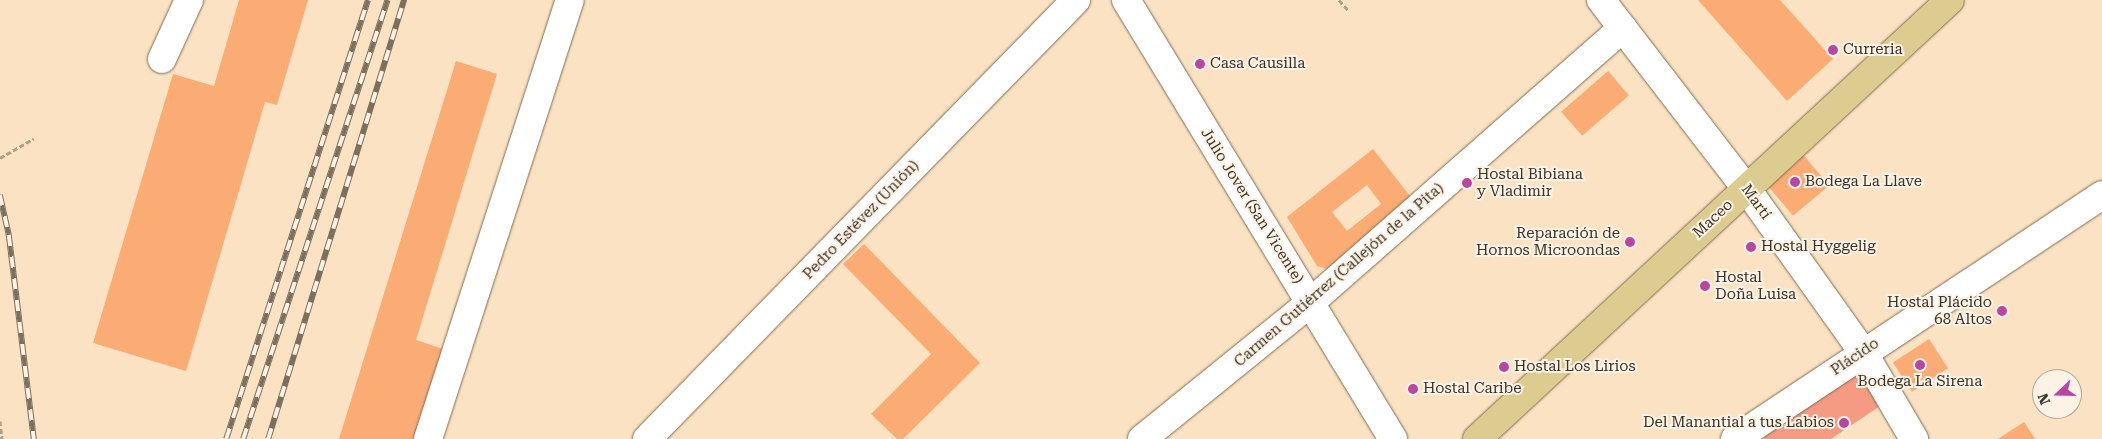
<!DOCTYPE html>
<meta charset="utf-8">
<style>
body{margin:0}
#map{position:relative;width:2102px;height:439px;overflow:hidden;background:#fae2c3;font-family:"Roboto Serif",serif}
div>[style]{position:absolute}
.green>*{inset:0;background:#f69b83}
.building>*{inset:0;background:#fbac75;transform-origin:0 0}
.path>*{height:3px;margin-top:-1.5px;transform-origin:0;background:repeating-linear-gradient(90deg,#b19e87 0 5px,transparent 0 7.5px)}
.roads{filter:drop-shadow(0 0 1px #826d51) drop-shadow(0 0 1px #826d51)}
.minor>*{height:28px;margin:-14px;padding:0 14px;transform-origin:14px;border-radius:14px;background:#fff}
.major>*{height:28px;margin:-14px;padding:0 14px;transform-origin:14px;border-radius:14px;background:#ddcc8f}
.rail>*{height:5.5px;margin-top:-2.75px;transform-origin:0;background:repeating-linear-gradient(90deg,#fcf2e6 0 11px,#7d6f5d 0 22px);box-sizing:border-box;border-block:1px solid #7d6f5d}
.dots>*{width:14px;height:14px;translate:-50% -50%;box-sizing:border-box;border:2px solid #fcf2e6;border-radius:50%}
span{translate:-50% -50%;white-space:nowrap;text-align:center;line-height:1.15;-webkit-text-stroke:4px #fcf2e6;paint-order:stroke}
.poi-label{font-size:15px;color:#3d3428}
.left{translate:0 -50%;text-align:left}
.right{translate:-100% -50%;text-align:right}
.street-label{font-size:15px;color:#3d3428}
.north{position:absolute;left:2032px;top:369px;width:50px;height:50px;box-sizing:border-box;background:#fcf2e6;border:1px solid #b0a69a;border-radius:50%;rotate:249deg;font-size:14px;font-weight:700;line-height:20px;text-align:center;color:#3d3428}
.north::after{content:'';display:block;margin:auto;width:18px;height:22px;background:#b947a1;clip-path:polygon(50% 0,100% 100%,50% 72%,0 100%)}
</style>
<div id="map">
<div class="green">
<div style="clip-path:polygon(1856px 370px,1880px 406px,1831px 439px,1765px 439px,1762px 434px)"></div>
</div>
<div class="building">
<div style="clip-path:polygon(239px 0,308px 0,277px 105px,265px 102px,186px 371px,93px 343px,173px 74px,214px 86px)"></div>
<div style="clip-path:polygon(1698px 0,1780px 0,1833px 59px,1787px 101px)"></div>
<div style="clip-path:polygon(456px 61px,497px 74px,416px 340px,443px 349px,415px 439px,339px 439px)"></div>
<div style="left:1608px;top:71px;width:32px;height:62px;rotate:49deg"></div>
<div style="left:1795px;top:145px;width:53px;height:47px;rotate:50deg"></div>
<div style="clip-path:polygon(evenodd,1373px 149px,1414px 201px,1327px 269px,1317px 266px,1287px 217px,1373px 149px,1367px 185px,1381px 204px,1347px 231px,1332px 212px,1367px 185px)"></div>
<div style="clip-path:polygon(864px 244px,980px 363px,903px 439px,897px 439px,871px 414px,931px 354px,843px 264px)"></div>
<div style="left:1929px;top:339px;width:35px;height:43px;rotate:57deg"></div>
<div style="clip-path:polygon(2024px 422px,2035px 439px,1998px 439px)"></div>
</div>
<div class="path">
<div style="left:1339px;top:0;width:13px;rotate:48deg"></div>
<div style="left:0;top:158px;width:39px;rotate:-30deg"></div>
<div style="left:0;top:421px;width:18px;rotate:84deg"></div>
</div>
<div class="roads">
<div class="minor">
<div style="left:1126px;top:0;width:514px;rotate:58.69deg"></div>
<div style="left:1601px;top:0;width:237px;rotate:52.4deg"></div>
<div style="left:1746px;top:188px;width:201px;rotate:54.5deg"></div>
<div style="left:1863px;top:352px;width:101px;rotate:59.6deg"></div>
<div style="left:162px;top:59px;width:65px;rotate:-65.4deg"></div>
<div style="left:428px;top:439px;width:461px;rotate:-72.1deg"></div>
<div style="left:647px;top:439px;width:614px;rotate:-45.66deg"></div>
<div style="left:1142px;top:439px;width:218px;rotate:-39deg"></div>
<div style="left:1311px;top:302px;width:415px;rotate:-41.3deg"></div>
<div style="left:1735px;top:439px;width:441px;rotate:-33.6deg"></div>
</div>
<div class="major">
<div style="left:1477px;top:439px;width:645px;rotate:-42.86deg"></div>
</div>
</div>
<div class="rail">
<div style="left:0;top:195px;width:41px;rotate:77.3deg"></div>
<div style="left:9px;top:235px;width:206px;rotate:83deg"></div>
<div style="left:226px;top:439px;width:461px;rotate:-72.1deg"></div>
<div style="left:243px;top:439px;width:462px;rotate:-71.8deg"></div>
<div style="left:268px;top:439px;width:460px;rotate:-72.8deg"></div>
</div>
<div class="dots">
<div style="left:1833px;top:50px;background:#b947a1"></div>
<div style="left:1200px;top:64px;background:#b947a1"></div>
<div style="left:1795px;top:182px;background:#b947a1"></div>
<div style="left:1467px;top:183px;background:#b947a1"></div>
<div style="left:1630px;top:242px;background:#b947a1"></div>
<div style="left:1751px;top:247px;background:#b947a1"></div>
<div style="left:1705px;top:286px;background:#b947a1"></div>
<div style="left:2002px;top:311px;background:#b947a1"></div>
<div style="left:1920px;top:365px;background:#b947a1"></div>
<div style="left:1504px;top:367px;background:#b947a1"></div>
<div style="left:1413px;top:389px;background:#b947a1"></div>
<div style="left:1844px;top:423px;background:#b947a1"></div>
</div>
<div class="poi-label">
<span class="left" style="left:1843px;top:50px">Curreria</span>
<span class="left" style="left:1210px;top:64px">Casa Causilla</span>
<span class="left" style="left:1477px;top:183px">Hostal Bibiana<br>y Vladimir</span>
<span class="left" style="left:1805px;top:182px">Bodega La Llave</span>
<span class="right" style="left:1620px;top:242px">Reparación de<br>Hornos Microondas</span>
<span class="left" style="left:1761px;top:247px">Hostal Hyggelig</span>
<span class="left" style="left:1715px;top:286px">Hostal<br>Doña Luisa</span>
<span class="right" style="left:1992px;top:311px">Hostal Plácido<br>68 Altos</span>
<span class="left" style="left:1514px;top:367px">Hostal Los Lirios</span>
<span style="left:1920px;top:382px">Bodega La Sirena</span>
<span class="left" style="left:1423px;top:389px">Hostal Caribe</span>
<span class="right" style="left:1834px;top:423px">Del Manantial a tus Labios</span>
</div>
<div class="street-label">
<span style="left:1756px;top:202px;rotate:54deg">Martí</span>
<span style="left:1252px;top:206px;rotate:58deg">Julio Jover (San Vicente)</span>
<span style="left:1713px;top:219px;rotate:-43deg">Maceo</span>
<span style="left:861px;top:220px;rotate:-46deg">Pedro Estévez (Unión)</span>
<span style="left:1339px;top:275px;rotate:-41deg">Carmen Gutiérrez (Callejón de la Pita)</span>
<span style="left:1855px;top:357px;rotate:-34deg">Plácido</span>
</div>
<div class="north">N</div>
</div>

**What you are asked to do**
Skip every picture and return the lines above from the top through the one that contains "0 5px,transparent 0".

**Exercise solution**
<!DOCTYPE html>
<meta charset="utf-8">
<style>
body{margin:0}
#map{position:relative;width:2102px;height:439px;overflow:hidden;background:#fae2c3;font-family:"Roboto Serif",serif}
div>[style]{position:absolute}
.green>*{inset:0;background:#f69b83}
.building>*{inset:0;background:#fbac75;transform-origin:0 0}
.path>*{height:3px;margin-top:-1.5px;transform-origin:0;background:repeating-linear-gradient(90deg,#b19e87 0 5px,transparent 0 7.5px)}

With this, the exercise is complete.